## Instructions for the task
Reproduce the records exactly. Leave the pictures out.

[Collected data]
────────────────────────────────────────

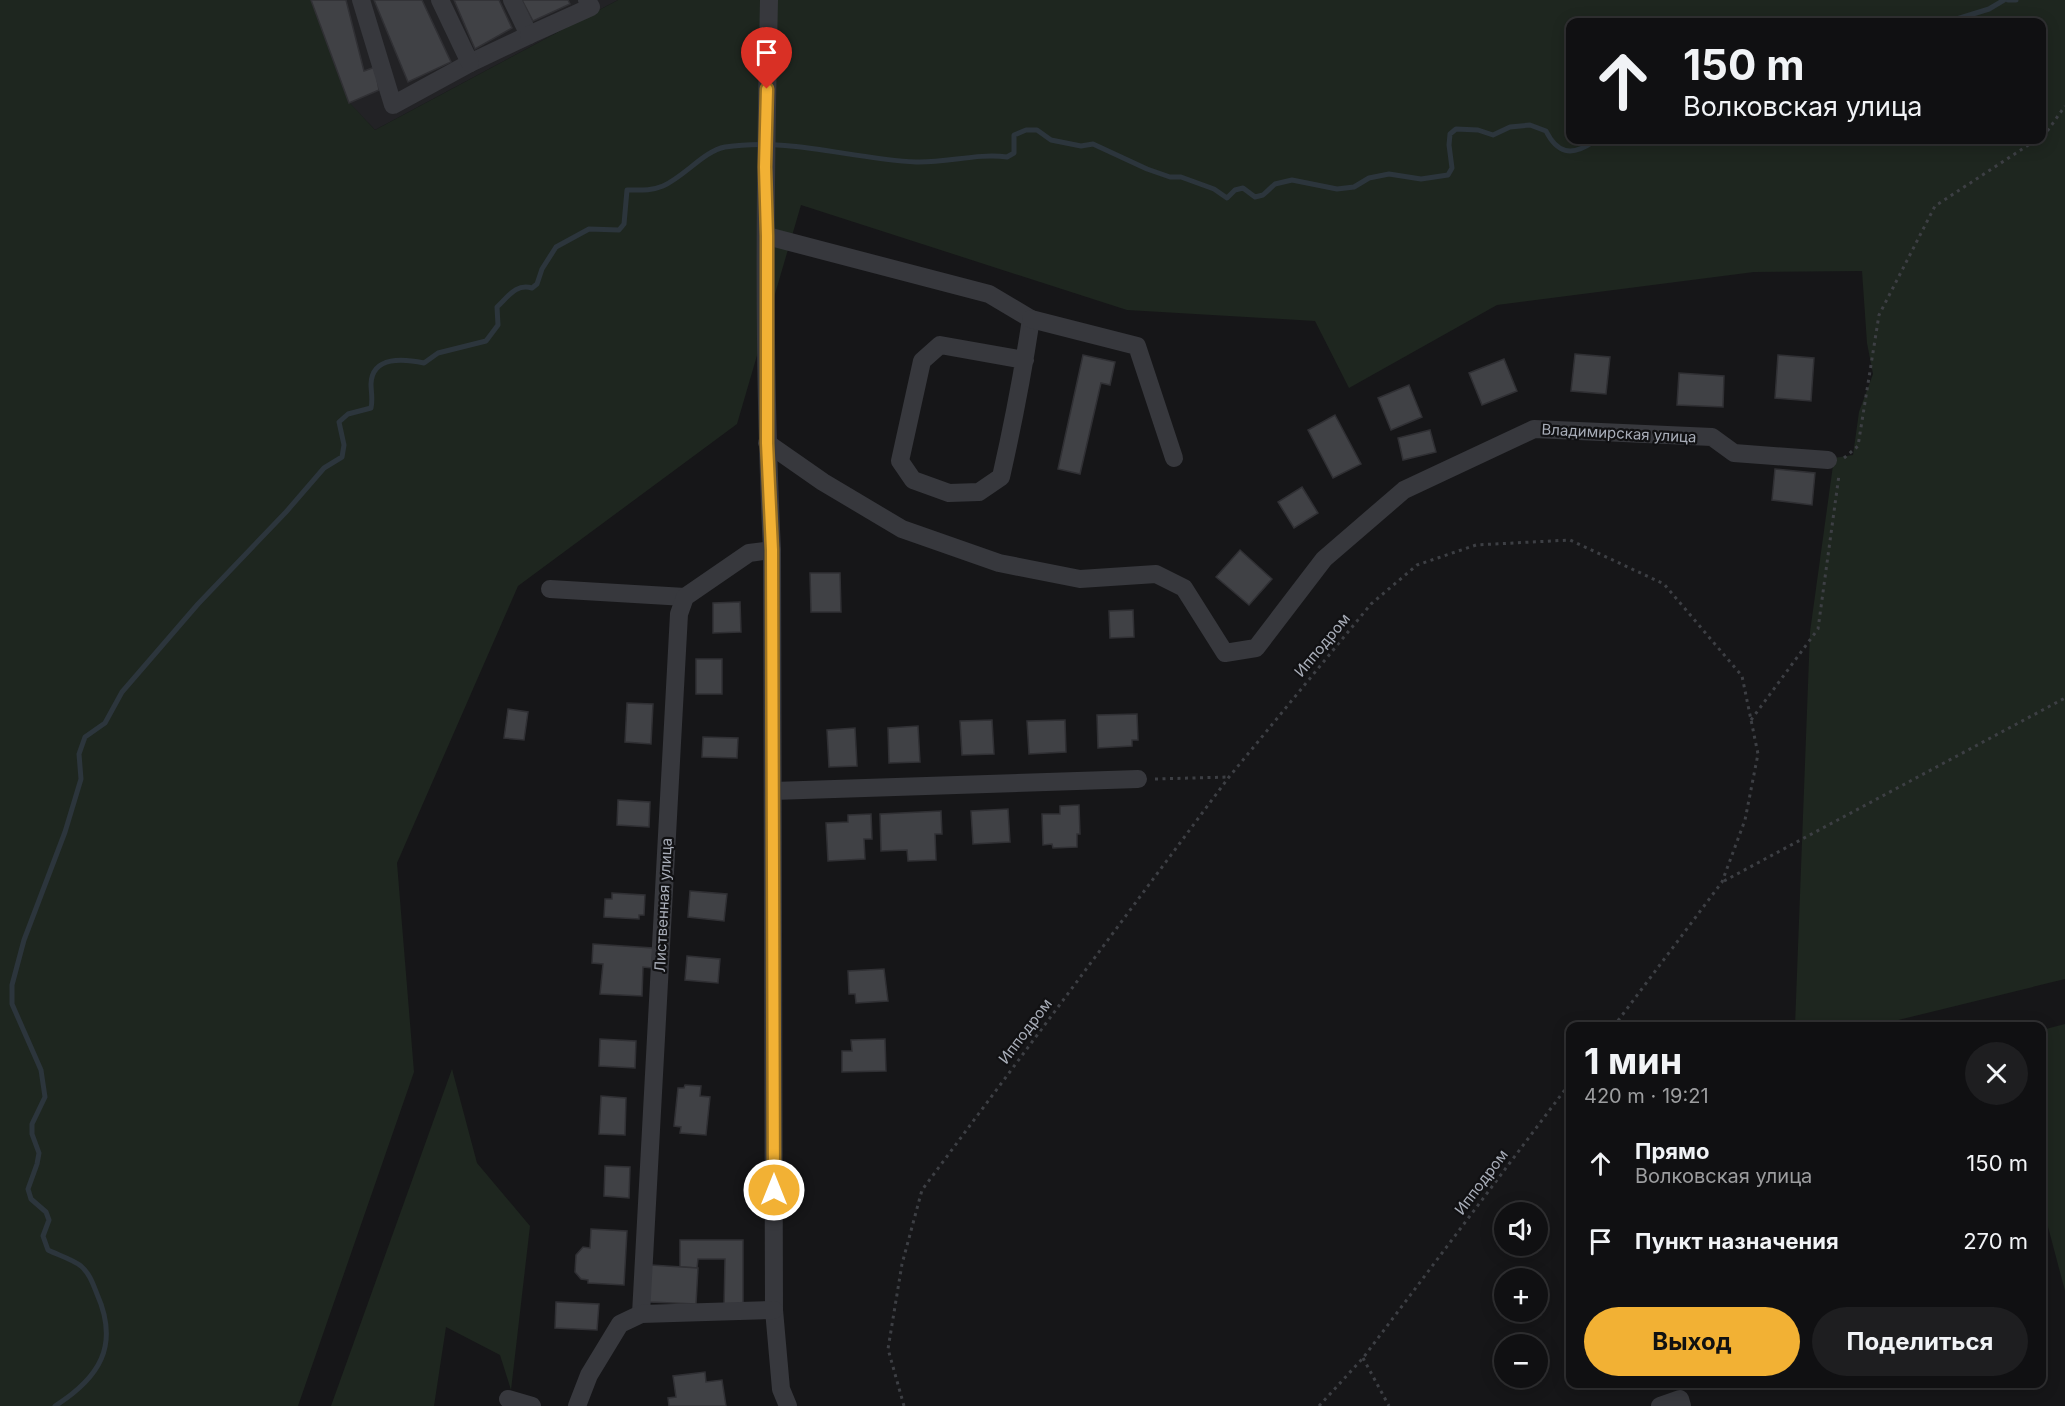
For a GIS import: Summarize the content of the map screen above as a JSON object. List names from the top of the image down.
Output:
{
  "streets": {
    "street": ["Владимирская улица", "Лиственная улица"],
    "path": ["Ипподром"]
  },
  "page": {
    "turn": ["150 m", "Волковская улица"],
    "heading": ["1 мин", "420 m · 19:21"],
    "list": [
      {
        "name": "Прямо",
        "note": "Волковская улица",
        "value": "150 m"
      },
      {
        "name": "Пункт назначения",
        "value": "270 m"
      }
    ],
    "map_buttons": ["+", "−"],
    "buttons": ["Выход", "Поделиться"]
  }
}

────────────────────────────────────────

## Finished exercise
For a GIS import: Summarize the content of the map screen above as a JSON object. List names from the top of the image down.
Output:
{
  "streets": {
    "street": ["Владимирская улица", "Лиственная улица"],
    "path": ["Ипподром"]
  },
  "page": {
    "turn": ["150 m", "Волковская улица"],
    "heading": ["1 мин", "420 m · 19:21"],
    "list": [
      {
        "name": "Прямо",
        "note": "Волковская улица",
        "value": "150 m"
      },
      {
        "name": "Пункт назначения",
        "value": "270 m"
      }
    ],
    "map_buttons": ["+", "−"],
    "buttons": ["Выход", "Поделиться"]
  }
}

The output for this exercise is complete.